In this project, we propose to use Cilibrasi & Vitanyi's method of clustering by compression (2005) as a domain-general way of finding related records across boundaries imposed by human categorizers. For our archive, we will use the Old Bailey Proceedings Online, a massive digital collection of trials held in Britain's foremost criminal court between 1674 and 1913. These records have been marked up with XML and hand categorized according to a system of 56 specific types of crime in 9 general categories. While these categories are useful for some kinds of historical research, they tend to obscure similarities across different kinds of crime. We plan to use HPC to compute Cilibrasi and Vitanyi's normalized compression distance for every single pair of records in the OB archive.

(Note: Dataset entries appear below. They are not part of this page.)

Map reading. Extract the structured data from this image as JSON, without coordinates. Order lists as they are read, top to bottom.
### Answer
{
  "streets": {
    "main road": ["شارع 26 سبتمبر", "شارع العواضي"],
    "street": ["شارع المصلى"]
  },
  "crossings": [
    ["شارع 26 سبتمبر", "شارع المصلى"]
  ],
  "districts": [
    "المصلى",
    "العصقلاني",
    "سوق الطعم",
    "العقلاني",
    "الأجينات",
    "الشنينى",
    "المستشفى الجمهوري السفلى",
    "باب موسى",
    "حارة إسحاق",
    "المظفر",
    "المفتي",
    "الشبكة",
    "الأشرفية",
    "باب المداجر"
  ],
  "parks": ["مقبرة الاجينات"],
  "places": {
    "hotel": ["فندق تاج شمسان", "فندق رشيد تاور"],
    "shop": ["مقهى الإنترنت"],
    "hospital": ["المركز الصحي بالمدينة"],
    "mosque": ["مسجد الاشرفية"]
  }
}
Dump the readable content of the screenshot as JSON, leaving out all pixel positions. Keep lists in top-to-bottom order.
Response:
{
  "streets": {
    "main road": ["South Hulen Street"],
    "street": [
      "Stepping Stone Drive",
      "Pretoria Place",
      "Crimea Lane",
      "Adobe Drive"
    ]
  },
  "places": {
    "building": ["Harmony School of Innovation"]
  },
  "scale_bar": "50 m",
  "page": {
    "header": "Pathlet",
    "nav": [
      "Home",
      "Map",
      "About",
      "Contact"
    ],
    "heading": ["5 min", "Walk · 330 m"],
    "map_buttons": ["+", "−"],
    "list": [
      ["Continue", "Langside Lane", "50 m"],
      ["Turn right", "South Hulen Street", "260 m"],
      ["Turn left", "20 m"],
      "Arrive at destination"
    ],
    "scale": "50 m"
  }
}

We will implement the functionality within the Voyeur Tools suite, an online text analysis environment for large-scale corpora. (We are currently in the process of migrating Voyeur to Sharcnet).      The Old Bailey archive will provide a useful test-case for massive clustering operations, but the tool we will prototype is likely to be broadly useful to text researchers for clustering across categorization boundaries in large-scale corpora.

Stéfan Sinclair, Associate Professor of Multimedia at McMaster University, is involved in the design and development of analysis and visualization tools for the digital humanities.

Cyril Briquet is a postdoctoral fellow in digital humanities and high performance computing at McMaster University. He is currently working to scale out the analytics backend of Voyeur Tools.